What is expected: With every picture left out, restate the listing below exactly as written.

Data excerpt:

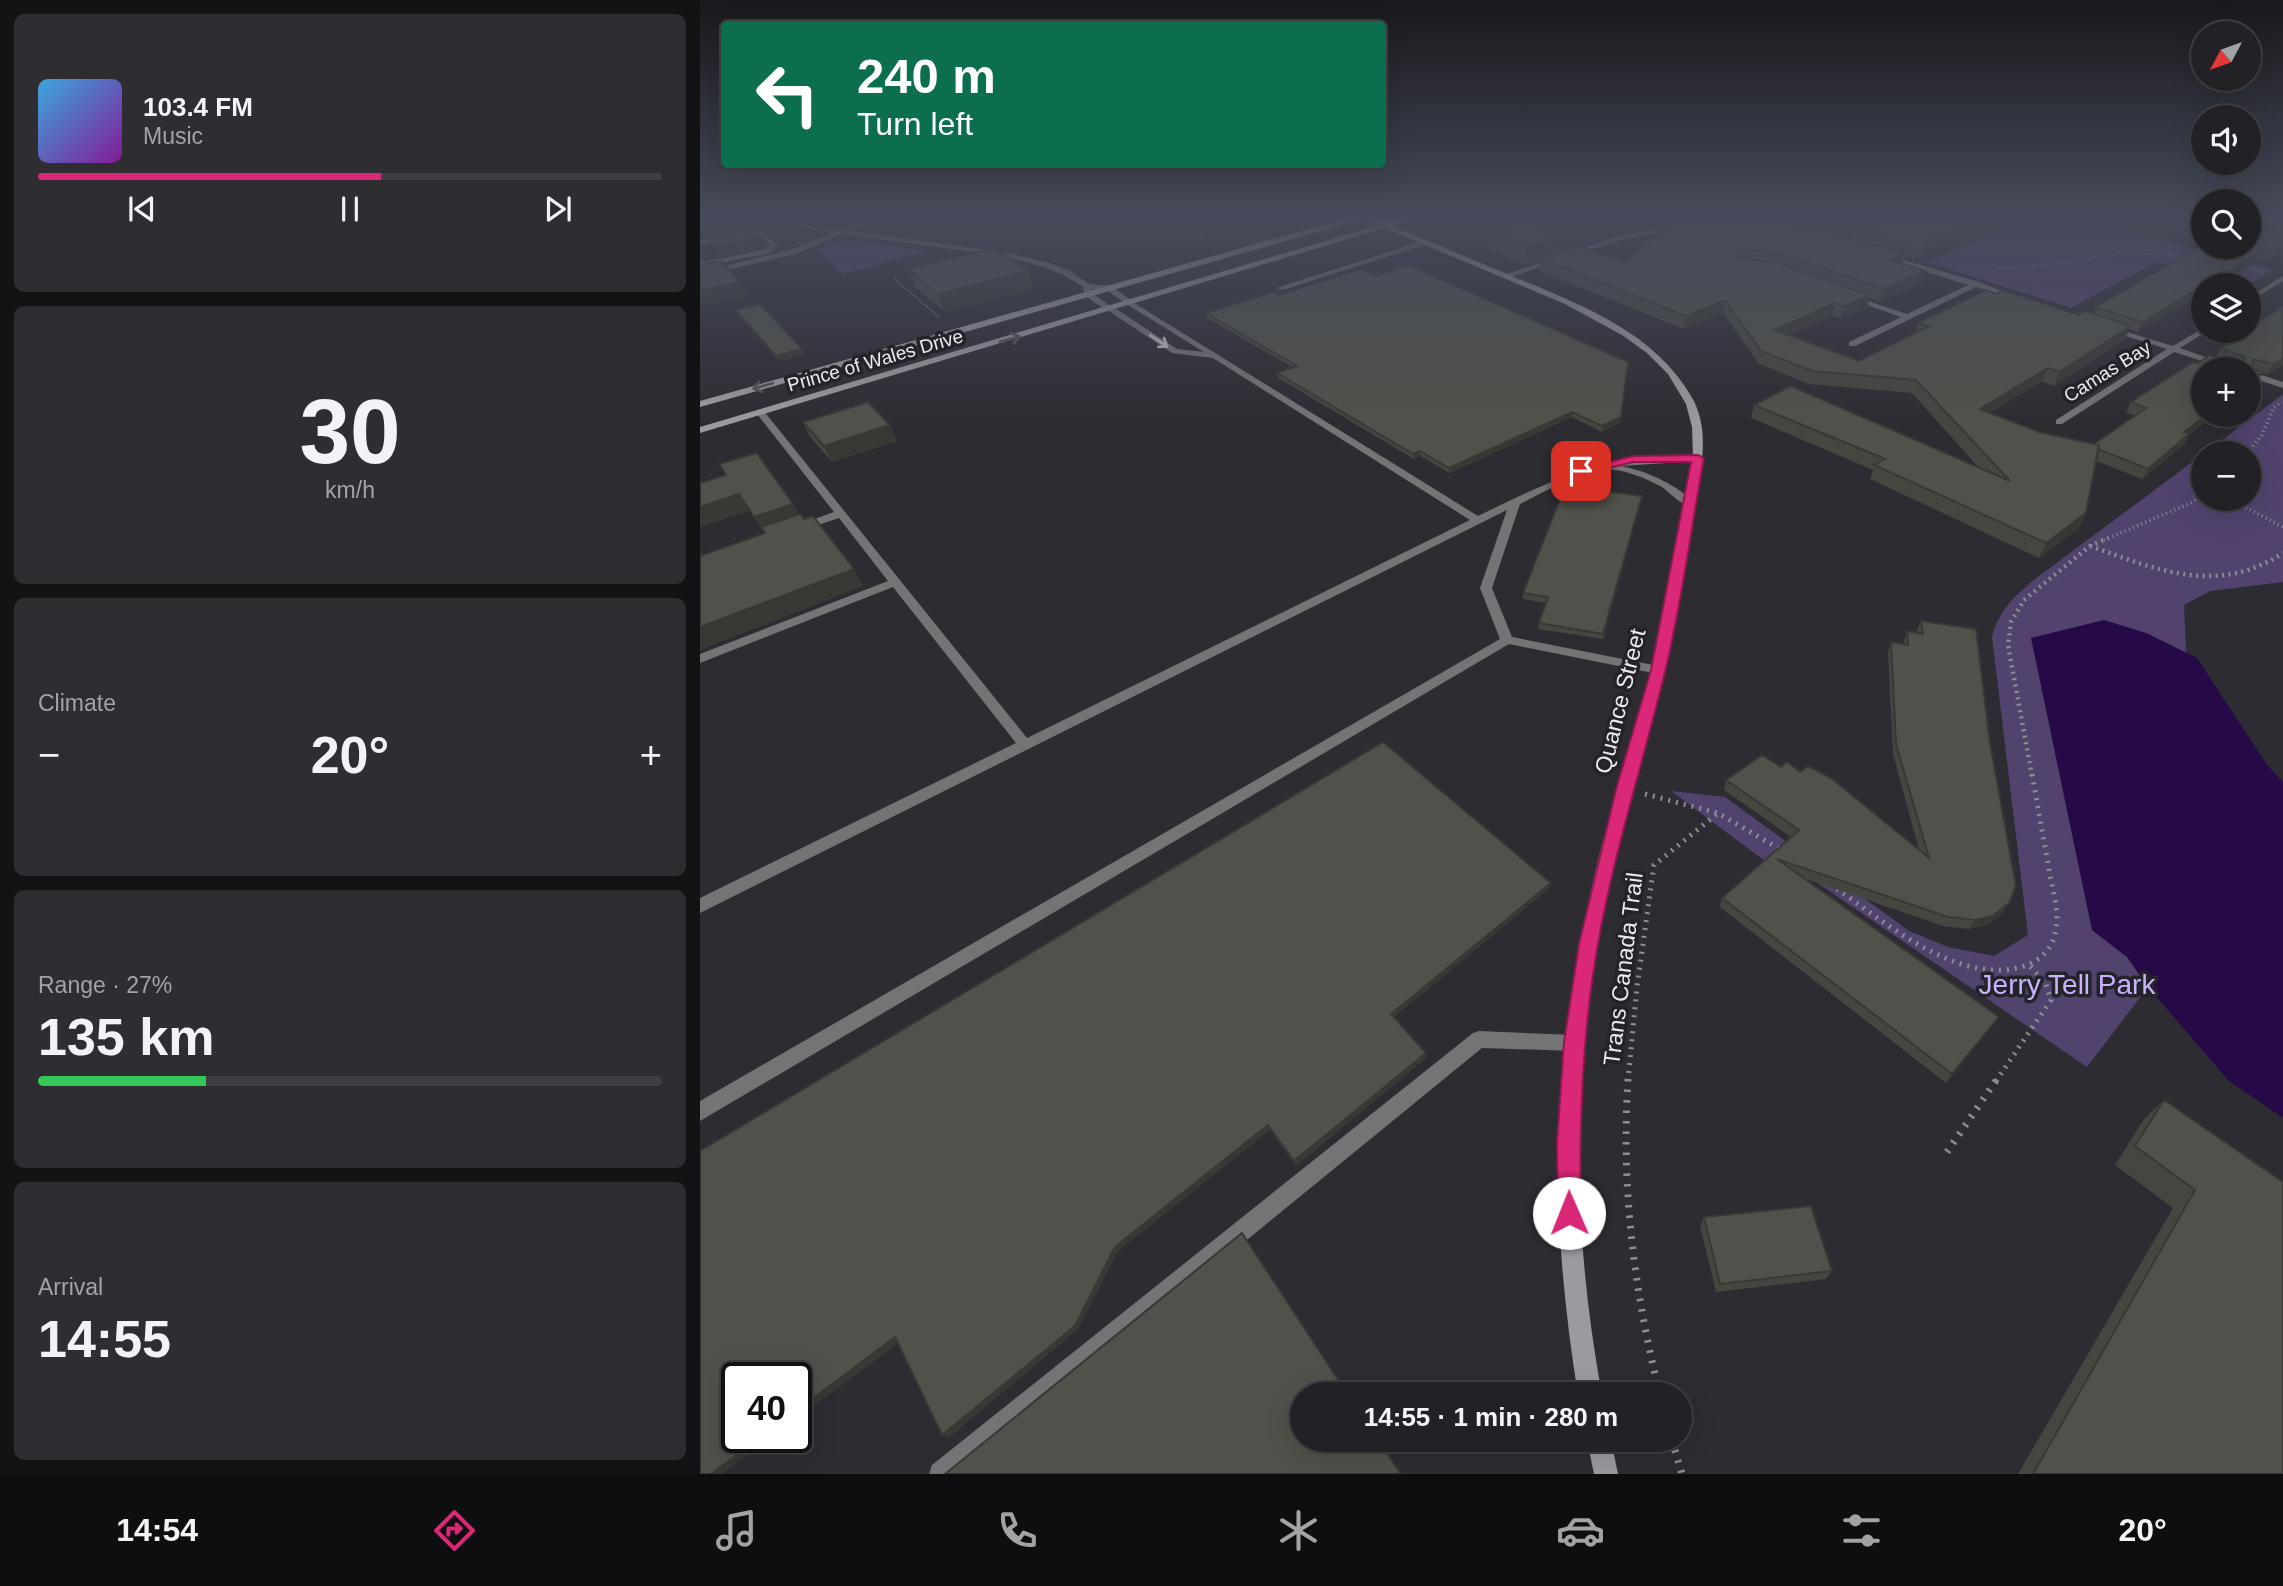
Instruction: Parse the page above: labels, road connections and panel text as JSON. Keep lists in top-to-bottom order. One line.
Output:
{"streets":{"main road":["Prince of Wales Drive","Quance Street"],"street":["Camas Bay"],"path":["Trans Canada Trail"]},"parks":["Jerry Tell Park"],"north":"bottom left","page":{"map_buttons":["+","−"],"turn":["240 m","Turn left"],"song":["103.4 FM","Music"],"tile":[["30","km/h"],"Climate",["Range · 27%","135 km"],["Arrival","14:55"]],"heat":["−","20°","+"],"limit":"40","trip":"14:55 · 1 min · 280 m","tabs":["14:54","20°"]}}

Reply to the task:
Instruction: Parse the page above: labels, road connections and panel text as JSON. Keep lists in top-to-bottom order. One line.
Output:
{"streets":{"main road":["Prince of Wales Drive","Quance Street"],"street":["Camas Bay"],"path":["Trans Canada Trail"]},"parks":["Jerry Tell Park"],"north":"bottom left","page":{"map_buttons":["+","−"],"turn":["240 m","Turn left"],"song":["103.4 FM","Music"],"tile":[["30","km/h"],"Climate",["Range · 27%","135 km"],["Arrival","14:55"]],"heat":["−","20°","+"],"limit":"40","trip":"14:55 · 1 min · 280 m","tabs":["14:54","20°"]}}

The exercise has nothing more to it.